Major AI companies (OpenAI, Anthropic, Google) have stated they respect robots.txt rules. However, robots.txt is not technically enforceable — it's a voluntary standard. For legal protection, consider explicit terms of service and access controls.
Does User-agent: * cover AI crawlers too?
User-agent: * applies to all crawlers by default. However, some AI crawlers prioritize rules written specifically for their User-agent name over the wildcard rule. For reliable control, explicitly list each AI crawler's User-agent name.
Can I block Google AI Overview specifically?

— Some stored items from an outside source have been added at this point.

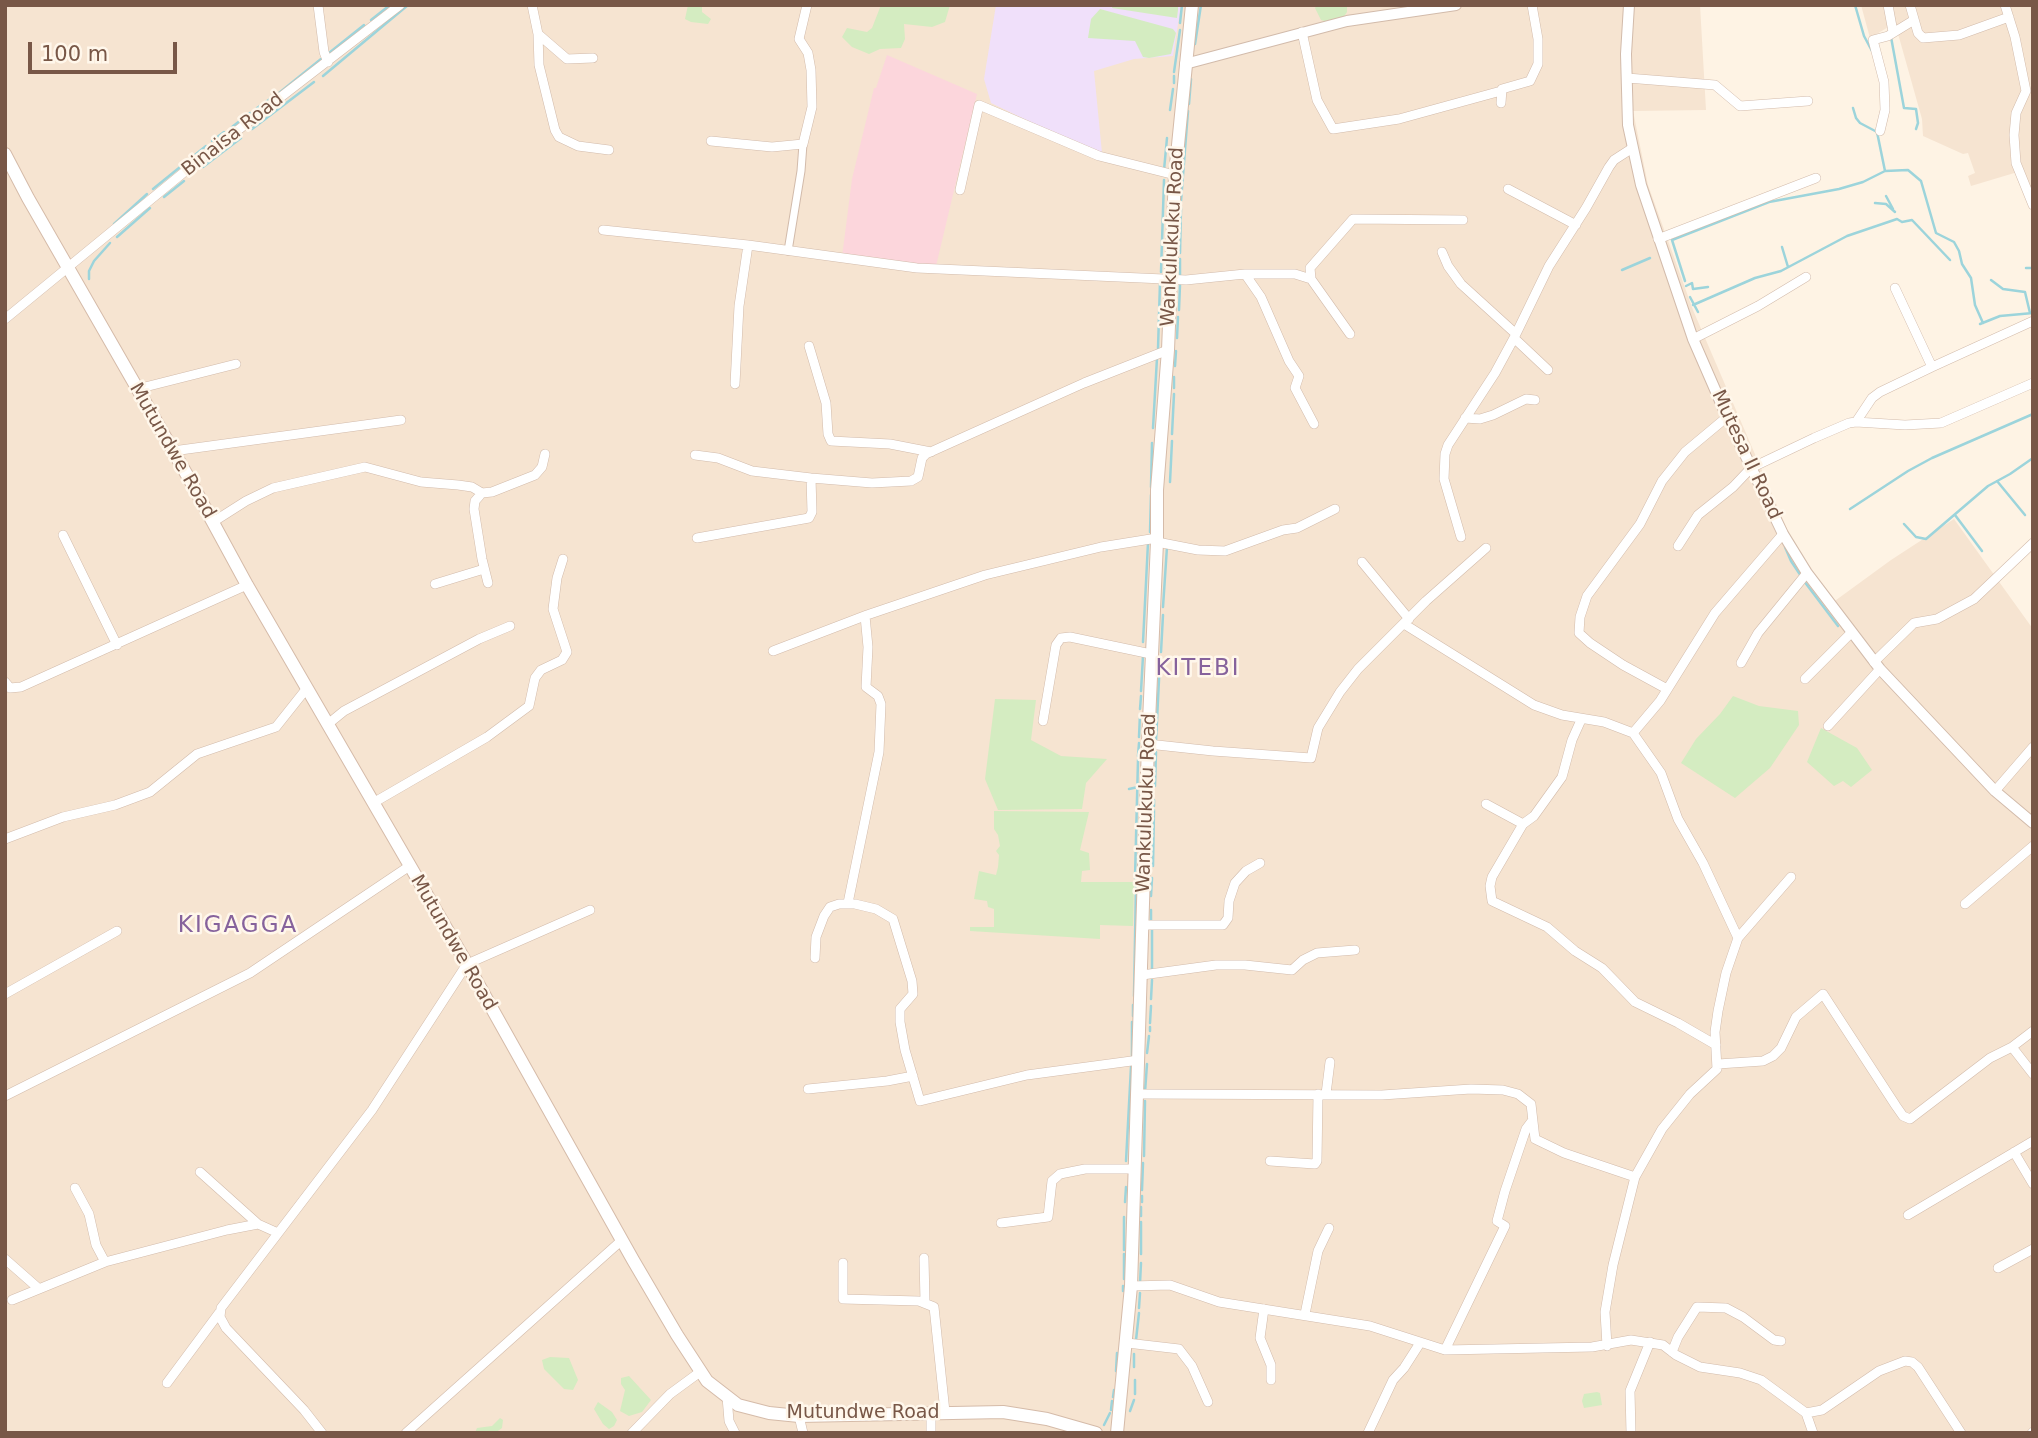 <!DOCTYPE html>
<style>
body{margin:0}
#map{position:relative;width:2038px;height:1438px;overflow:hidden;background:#fef3e4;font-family:"DejaVu Sans",sans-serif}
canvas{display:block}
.frame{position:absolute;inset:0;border:7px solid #785747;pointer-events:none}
.scale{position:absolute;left:28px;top:42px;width:149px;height:32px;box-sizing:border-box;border:4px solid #785747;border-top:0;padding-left:9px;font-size:21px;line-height:24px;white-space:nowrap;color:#785747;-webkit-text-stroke:5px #fff7eb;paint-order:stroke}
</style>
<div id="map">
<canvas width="2038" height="1438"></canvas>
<div class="frame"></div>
<div class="scale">100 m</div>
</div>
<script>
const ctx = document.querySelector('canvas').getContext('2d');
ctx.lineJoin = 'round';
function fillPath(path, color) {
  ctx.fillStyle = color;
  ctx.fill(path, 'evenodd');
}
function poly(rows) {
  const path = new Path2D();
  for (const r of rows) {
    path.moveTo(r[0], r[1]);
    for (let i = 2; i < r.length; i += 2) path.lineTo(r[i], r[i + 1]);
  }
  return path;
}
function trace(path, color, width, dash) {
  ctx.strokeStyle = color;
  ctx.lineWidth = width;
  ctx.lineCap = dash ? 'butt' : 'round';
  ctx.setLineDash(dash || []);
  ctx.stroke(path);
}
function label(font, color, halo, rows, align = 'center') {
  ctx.font = font + ' "DejaVu Sans",sans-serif';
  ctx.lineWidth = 5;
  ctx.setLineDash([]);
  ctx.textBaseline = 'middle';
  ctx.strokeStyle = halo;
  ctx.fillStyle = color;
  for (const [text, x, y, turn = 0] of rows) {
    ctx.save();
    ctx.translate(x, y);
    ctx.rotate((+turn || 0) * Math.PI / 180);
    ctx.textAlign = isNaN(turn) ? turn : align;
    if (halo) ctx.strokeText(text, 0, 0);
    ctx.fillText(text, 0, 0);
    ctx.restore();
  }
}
fillPath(poly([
 [5,5,1700,5,1706,110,1633,111,1648,185,1693,310,1791,538,1832,603,1891,560,1954,519,2033,629,2033,1433,5,1433],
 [1861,5,2033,5,2033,199,2021,171,1971,186,1968,176,1975,173,1968,153,1963,154,1923,136,1922,119,1895,23,1870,38]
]), '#f6e4d1');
fillPath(poly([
 [996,5,1181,5,1173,56,1134,59,1094,71,1102,153,1068,140,991,103,984,79]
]), '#f0e0fa');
fillPath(poly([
 [887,55,977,94,936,266,842,257,852,179,874,88,876,88]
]), '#fcd6dc');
fillPath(poly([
 [688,5,702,5,702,12,711,19,708,24,691,22,685,19],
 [881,5,950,5,945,22,932,27,904,24,905,39,901,48,880,49,869,54,852,47,842,37,847,28,867,32,872,28],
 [1113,5,1178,5,1178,10,1177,18,1112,8],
 [1317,5,1347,5,1347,12,1343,18,1328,22,1321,20,1315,8],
 [1100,9,1173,29,1176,33,1171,54,1149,58,1143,57,1135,41,1088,38,1091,19],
 [1733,696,1759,706,1798,711,1799,725,1770,768,1735,798,1681,763,1696,739,1720,714],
 [995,699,1036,700,1031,740,1061,756,1107,759,1086,783,1082,809,998,810,985,779],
 [1821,728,1857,748,1872,770,1851,787,1843,781,1834,786,1807,762],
 [994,811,1089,812,1080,850,1089,853,1090,870,1082,871,1081,882,1134,882,1133,926,1100,925,1100,939,970,931,970,927,994,927,994,909,988,907,987,901,974,899,979,871,996,875,998,867,999,855,996,851,1000,846,998,835,994,829],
 [550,1357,569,1358,578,1380,573,1390,564,1389,544,1369,542,1360],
 [629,1376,651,1400,642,1412,629,1416,620,1411,625,1390,621,1384,621,1378],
 [1597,1392,1600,1393,1602,1405,1584,1408,1582,1401,1584,1394],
 [598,1402,612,1412,617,1420,614,1426,609,1429,603,1424,594,1409],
 [500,1418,503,1420,502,1428,495,1433,475,1433,477,1428,492,1426]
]), '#d4ecc1');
trace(poly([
 [1855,5,1864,36,1872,51],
 [371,20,390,5],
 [1180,23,1182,5],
 [1891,37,1904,108,1916,109,1918,123,1916,129],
 [1195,44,1201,5],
 [329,53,364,25],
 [1174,72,1180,30],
 [323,76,408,5],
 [1174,76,1174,83],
 [279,93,321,59],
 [1189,104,1191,79],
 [257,108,273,97],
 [1853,108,1856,118,1860,123,1877,132,1885,171],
 [1170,110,1173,89],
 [232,127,250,113],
 [252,129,314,82],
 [212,141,224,132],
 [203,167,241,138],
 [1164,170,1167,138],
 [153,189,206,146],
 [1886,196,1893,209],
 [164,197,184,181],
 [1181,201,1188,111],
 [1875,203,1886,204,1895,212],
 [114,224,147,194],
 [117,237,150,208],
 [1782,247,1788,267],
 [1180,253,1181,208],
 [1180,259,1180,276],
 [2026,268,2033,268],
 [1622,270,1650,258],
 [1161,272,1164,180],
 [89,279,89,271,94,261,110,243],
 [1991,280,2003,289,2025,292,2030,313],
 [1685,281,1672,240,1769,202,1839,189,1863,182,1885,171,1908,170,1921,181,1936,233,1954,242,1959,251,1962,264,1971,278,1975,305,1983,323],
 [1686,286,1692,283,1693,289,1708,287],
 [1690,297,1698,312],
 [1693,305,1755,278,1781,271,1847,236,1897,219,1902,222,1912,220,1950,260],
 [1179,310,1180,285],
 [1980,324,2000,316,2033,313],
 [1177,338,1178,317],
 [1158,349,1160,282],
 [1175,366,1176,351],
 [1174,388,1174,377],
 [1153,428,1157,358],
 [1172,434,1174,394],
 [1997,481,2025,515],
 [1170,482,1172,441],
 [1151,487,1152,443],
 [1850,509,1908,471,1932,458,2033,414],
 [1955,515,1982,551],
 [1904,524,1916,537,1926,539,1988,486,2010,474,2033,458],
 [1150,532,1151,495],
 [1785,547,1791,561,1801,576],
 [1804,581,1838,626],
 [1163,607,1167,547],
 [1143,642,1148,543],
 [1161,652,1163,615],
 [1141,691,1143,656],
 [1140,709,1141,696],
 [1139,737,1140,714],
 [1156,741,1160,659],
 [1138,756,1139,743],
 [1155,786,1156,752],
 [1129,789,1138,787],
 [1154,806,1154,800],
 [1153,866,1154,810],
 [1135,878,1138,760],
 [1151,896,1152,878],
 [1151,910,1151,920],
 [1152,971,1152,929],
 [1134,996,1136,883],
 [1151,999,1152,980],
 [1133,1005,1133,1016],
 [1150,1023,1151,1006],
 [1150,1031,1150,1027],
 [1147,1053,1149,1036],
 [1132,1058,1132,1022],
 [1145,1092,1147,1064],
 [1144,1156,1145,1101],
 [1126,1161,1131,1067],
 [1142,1190,1143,1163],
 [1142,1196,1142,1202],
 [1125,1202,1126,1187],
 [1141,1216,1141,1207],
 [1124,1217,1124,1250],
 [1141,1254,1141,1222],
 [1124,1279,1124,1254],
 [1140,1283,1141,1263],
 [1123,1291,1123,1286],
 [1139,1308,1140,1293],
 [1136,1340,1139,1313],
 [1134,1367,1134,1354],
 [1116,1371,1117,1353],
 [1135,1394,1135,1380],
 [1113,1397,1114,1390],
 [1111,1410,1112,1401],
 [1130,1411,1134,1400],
 [1104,1425,1110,1413]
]), '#9cd4db', 2.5);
const pedestrian = poly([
 [788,251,801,171,803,144]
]);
const minor = poly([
 [318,5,324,52,328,62],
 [532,5,538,34,539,65,555,130,559,137,578,146,609,150],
 [1888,5,1893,32],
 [1910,5,1918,33,1923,38,1959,35,2009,17],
 [2005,5,2015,37,2026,91,2016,113,2014,135,2016,163,2033,205],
 [1302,32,1317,100,1333,129,1399,119,1501,91],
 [538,34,567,59,593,58],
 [1627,78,1715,85,1740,106,1808,101],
 [1501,103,1502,89,1530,81,1538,64,1538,39,1532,5],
 [1880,131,1885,110,1884,82,1873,40,1888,36,1914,20],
 [711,141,772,147,803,144,812,107,811,70,808,53,799,39,807,5],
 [1508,189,1576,225],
 [960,190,979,105,1099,156,1175,175],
 [603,230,748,245,917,268,1186,280,1245,274,1261,297,1289,361,1299,376,1295,388,1314,424],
 [1658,239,1816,178],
 [1442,252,1448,266,1461,284,1516,334],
 [1245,274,1295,274,1311,279,1350,334],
 [1311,279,1310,268,1353,219,1463,220],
 [1895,288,1932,367,2033,321],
 [5,319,194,164,400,5],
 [1693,339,1758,306,1806,277],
 [809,346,826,403,828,434,831,441,890,444,931,452],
 [1548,370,1514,338,1549,266,1586,208,1609,167,1614,160,1631,149],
 [735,384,739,306,748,245],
 [137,389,236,364],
 [1465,418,1480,419,1493,415,1526,399,1535,400],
 [1856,422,1872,398,1880,392,1932,367],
 [173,451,401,420],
 [695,455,718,458,752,471,811,478,872,483,911,481,918,477,922,458,926,454,1084,383,1168,350],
 [482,493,475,501,474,509,482,559,488,583],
 [213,522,246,501,273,488,365,467,421,482,458,485,472,487,482,493,492,492,535,475,542,467,545,454],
 [63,535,117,645],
 [1461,537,1444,479,1445,454,1448,445,1495,373,1514,338],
 [697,538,809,518,812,512,811,478],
 [1157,542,1198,550,1225,551,1283,530,1297,528,1335,509],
 [1678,546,1698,515,1733,487,1751,468,1814,438,1849,423,1856,422,1905,425,1941,423,2033,383],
 [1362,562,1409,619],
 [435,584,484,569],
 [1404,624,1534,705,1562,715,1604,722,1633,733,1661,773,1678,819,1703,863,1738,938,1791,877],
 [773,651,867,615,985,575,1101,547,1157,538],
 [1874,662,1914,623,1937,619,1974,599,2033,543],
 [1741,663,1758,633,1807,573],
 [1805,679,1851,633],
 [5,682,10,688,21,687,247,585],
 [1667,689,1623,665,1590,643,1579,633,1580,617,1587,596,1640,524,1662,481,1685,452,1727,417],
 [1581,720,1572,740,1562,777,1534,816,1523,824,1492,877,1490,886,1492,901,1547,927,1575,951,1602,968,1635,1002,1678,1023,1716,1045],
 [1043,721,1056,645,1061,638,1070,637,1151,654],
 [328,724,344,711,479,639,510,626],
 [1828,726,1880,669],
 [1633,733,1660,701,1715,613,1783,534],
 [1148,744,1213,751,1311,758,1318,728,1340,692,1358,669,1426,601,1486,548],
 [1995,791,2033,747],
 [373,803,487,737,529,706,535,678,541,670,562,660,567,652,553,609,557,578,563,559],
 [1486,804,1523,824],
 [5,839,63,817,115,805,150,792,197,754,276,727,307,688],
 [848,903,879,752,881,704,878,696,866,687,868,647,865,616],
 [1965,904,2033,846],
 [1143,925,1223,925,1228,918,1229,901,1235,883,1246,871,1260,863],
 [815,958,816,937,824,916,830,907,839,904,855,904,876,909,893,919,912,981,913,994,900,1009,900,1022,905,1050,920,1101,1027,1075,1139,1060],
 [1142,975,1216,965,1245,965,1292,970,1303,960,1317,953,1355,950],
 [5,994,117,931],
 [2012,1047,2033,1074],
 [1718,1064,1763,1061,1773,1056,1781,1048,1796,1017,1823,994,1896,1106,1903,1116,1910,1119,1990,1058,2012,1047,2033,1031],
 [808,1089,887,1081,913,1076],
 [1137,1094,1382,1095,1471,1089,1503,1090,1518,1094,1531,1104,1535,1139,1564,1153,1635,1177,1662,1129,1690,1094,1717,1069,1715,1032,1718,1011,1726,973,1738,938],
 [1326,1094,1330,1062],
 [5,1096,250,973,408,867],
 [2014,1152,2033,1184],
 [1270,1161,1315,1164,1317,1161,1318,1094],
 [200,1172,258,1224,278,1233],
 [75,1188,89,1214,96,1245,105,1262],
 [1908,1215,2033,1141],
 [1001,1223,1048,1217,1052,1181,1060,1174,1085,1169,1135,1169],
 [924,1258,925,1302],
 [5,1259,38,1288],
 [843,1263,843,1299,919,1301,934,1307,945,1412],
 [1998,1268,2033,1249],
 [1131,1286,1170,1285,1219,1302,1370,1326,1445,1350,1592,1347,1631,1340,1663,1345,1676,1355,1700,1367,1740,1373,1761,1380,1806,1413,1813,1433],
 [12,1300,105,1262,227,1230,258,1224],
 [1264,1309,1260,1338,1271,1365,1271,1380],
 [1305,1314,1318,1251,1329,1228],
 [1127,1343,1179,1349,1192,1366,1208,1402],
 [1607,1346,1605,1312,1613,1265,1635,1177],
 [1445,1350,1505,1226,1497,1221,1505,1191,1526,1129,1532,1121],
 [1672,1352,1678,1337,1697,1307,1726,1308,1743,1317,1774,1340,1781,1341],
 [167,1383,219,1313],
 [727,1397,729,1421,735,1433],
 [1806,1413,1822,1410,1879,1371,1905,1361,1912,1362,1918,1367,1961,1433],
 [799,1416,803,1433],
 [322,1433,304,1410,226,1328,220,1317,221,1308,372,1110,467,964,590,910],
 [406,1433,622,1240],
 [632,1433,670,1394,700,1372],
 [931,1433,931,1413],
 [1368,1433,1393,1380,1404,1368,1420,1343],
 [1631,1433,1630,1391,1650,1342],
 [2032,1433,2033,1432]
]);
const tertiary = poly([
 [1629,5,1626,54,1628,125,1641,185,1693,339,1727,417,1783,534,1807,573,1880,669,1995,791,2033,823],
 [1185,64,1347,21,1456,5]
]);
const secondary = poly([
 [5,154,28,198,191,482,247,585,467,964,633,1260,677,1335,707,1381,738,1405,769,1413,799,1416,1003,1412,1047,1419,1096,1433],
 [1117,1433,1131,1286,1148,744,1157,542,1157,490,1168,350,1175,175,1192,5]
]);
trace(pedestrian, '#d2bbab', 9);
trace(minor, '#d2bbab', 10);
trace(tertiary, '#d2bbab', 12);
trace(secondary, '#d5bba9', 14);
trace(pedestrian, '#fff', 7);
trace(minor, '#fff', 9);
trace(tertiary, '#fff', 10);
trace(secondary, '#fff', 12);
label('19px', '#785747', '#fff7eb', [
 ["Binaisa Road",233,135,-38],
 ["Wankulukuku Road",1173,237,-87],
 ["Mutundwe Road",172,451,60],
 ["Mutesa II Road",1746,455,65],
 ["Wankulukuku Road",1147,803,-88],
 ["Mutundwe Road",453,943,60],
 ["Mutundwe Road",863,1413]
]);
ctx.letterSpacing = '2px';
label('23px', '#86629c', '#fff7eb', [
 ["KITEBI",1198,669],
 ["KIGAGGA",238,926]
]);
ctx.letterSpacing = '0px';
</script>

Google AI Overview uses data crawled by regular Googlebot, so you can't block it through robots.txt alone. Blocking Google-Extended prevents Gemini from using your content for training, but doesn't affect AI Overview. Use the nosnippet meta tag to prevent AI Overview citations.
How long does it take for robots.txt changes to take effect?
It depends on the crawler. Googlebot typically detects changes within 24 hours. AI crawler refresh intervals aren't officially documented — allow a few days to a week for changes to fully propagate.